Need to move quickly? Turning to a real estate broker to sell your house can take time – time you may not have. So what is a seller to do? Turning to internet startup companies like OpenDoor Labs Inc. to do the selling for them is what some have found quick, convenient and successful.
OpenDoor pays cash for homes and sells those homes, sometimes in as little as a month, for a profit. The company is armed with data scientists and software that believe they can identify the right prices on homes. After a seller fills out an online form, OpenDoor performs a quick market analysis and makes an offer. If accepted, the company sends an inspector to verify the home’s condition. The company may request repairs at the expense of the seller, who can still back out of the deal. The seller selects the closing date and receives cash for the house with OpenDoor charging 7% to 12% in fees.
Phoenix resident Luke Dalien was able to sell his home to OpenDoor in just two weeks. The house sold for $290,161 in August and OpenDoor pocketed an 8.5% fee, paying him roughly $265,000. Dalien estimates he would have paid 6% of the sales price to brokers anyway had he sold the house himself.
OpenDoor flipped the house a month later for $300,000, but likely collected closer to $285,000 after factoring in various selling costs, according to property records and the company. Dalien said he could have made more money selling his house himself, but the convenience of setting the closing date while not dealing with open houses or buyer mortgage approvals made the cost worth it.
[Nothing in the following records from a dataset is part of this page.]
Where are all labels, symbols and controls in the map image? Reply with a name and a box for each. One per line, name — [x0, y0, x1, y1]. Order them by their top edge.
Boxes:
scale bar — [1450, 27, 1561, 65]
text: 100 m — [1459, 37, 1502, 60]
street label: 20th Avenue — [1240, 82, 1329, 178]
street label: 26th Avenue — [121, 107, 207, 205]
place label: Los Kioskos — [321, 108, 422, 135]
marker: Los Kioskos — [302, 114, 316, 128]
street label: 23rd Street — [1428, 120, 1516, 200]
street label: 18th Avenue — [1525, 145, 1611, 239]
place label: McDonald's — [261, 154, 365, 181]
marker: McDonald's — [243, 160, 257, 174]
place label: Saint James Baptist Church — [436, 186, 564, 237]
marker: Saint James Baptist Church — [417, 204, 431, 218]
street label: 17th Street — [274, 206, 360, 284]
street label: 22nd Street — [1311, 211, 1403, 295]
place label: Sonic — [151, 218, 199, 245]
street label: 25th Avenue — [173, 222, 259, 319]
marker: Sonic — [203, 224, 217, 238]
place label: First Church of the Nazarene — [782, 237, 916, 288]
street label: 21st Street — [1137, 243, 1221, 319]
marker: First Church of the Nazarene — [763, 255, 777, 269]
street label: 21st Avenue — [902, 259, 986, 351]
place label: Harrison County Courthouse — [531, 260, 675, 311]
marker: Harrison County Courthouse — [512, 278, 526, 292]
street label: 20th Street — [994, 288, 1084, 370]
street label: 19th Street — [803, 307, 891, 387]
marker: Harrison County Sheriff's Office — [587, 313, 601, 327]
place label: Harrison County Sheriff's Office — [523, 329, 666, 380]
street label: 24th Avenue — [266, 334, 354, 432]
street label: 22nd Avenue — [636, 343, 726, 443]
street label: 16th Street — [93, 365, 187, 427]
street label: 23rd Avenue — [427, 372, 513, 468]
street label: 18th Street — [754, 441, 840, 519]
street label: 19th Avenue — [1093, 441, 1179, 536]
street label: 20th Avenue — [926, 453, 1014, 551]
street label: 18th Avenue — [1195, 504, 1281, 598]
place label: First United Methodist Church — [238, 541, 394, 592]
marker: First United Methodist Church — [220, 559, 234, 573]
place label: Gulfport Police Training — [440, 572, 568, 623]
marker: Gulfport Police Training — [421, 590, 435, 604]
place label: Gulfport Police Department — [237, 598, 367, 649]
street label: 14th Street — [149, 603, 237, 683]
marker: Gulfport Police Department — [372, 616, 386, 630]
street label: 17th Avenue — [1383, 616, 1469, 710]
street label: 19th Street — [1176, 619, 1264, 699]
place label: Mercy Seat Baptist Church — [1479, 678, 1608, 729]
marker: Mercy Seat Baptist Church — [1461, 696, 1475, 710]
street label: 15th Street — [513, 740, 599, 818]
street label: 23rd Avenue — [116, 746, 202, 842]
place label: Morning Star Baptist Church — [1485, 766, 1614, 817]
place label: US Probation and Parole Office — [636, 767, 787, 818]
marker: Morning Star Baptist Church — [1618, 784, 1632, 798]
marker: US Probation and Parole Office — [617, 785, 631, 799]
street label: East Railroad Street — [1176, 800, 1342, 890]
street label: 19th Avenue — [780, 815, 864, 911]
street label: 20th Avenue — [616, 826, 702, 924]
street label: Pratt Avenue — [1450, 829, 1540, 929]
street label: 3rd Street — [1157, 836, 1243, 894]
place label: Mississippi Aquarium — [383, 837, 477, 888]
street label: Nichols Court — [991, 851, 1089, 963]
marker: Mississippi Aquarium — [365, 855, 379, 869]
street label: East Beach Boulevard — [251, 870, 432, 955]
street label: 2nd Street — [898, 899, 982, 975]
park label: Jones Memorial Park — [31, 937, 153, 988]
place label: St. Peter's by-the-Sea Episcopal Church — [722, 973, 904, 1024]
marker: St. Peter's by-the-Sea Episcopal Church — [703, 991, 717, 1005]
He recommended the service to two friends who have since sold their houses to OpenDoor.
OpenDoor’s unique approach includes 24-hour self-guided open houses, made possible by special door locks that people can open by texting the company, and cameras inside the home to monitor visitors.
“To make [selling] seamless and convenient like that, I think it’s the future of real estate,” Dalien said.
OpenDoor owns all the homes it lists for sale, instead of solely running a marketplace that matches buyers and sellers. As a result, OpenDoor’s strategy is very risky, potentially backfiring if the economy takes a downturn.
Through mid-December, OpenDoor had bought and sold just over 200 homes. It paid an average $230,000, reselling them within 90 days for an average of $245,000. The company made an average estimated profit of between $10,000 and $15,000 on these homes, when including the 9% in fees it earns from the seller, and subtracting costs to resell the home, such as renovation costs and broker commissions.
“We’re introducing liquidity to a marketplace that doesn’t have any,” said the company’s co-founder, Keith Rabois, a venture capitalist. Rabois co-founded OpenDoor in March 2014 with three others including Chief Executive Eric Wu, who sold a prior startup to real-estate portal Trulia Inc. in 2010. Their plan to use technology to flip homes drew the attention of venture-capital firms and more than two dozen Silicon Valley angel investors like PayPal co-founder Max Levchin and Yelp Inc. CEO Jeremy Stoppelman.
However, records show OpenDoor also owned about 30 homes as of mid-December that it had failed to resell for at least six months. Real estate experts say OpenDoor could face steep losses in an economic downturn because its equity would fall and it could get stuck holding too many homes. Mr. Wu countered that by saying OpenDoor may be protected from a downturn because sellers will be eager to unload their properties, and the company could charge them higher fees. Also, diversifying across cities will limit the risk.
If OpenDoor expands to California, could you be out of a job? With services like this, sellers may not need the assistance of a real estate agent. What do you think? Can sellers benefit from the service OpenDoor is providing?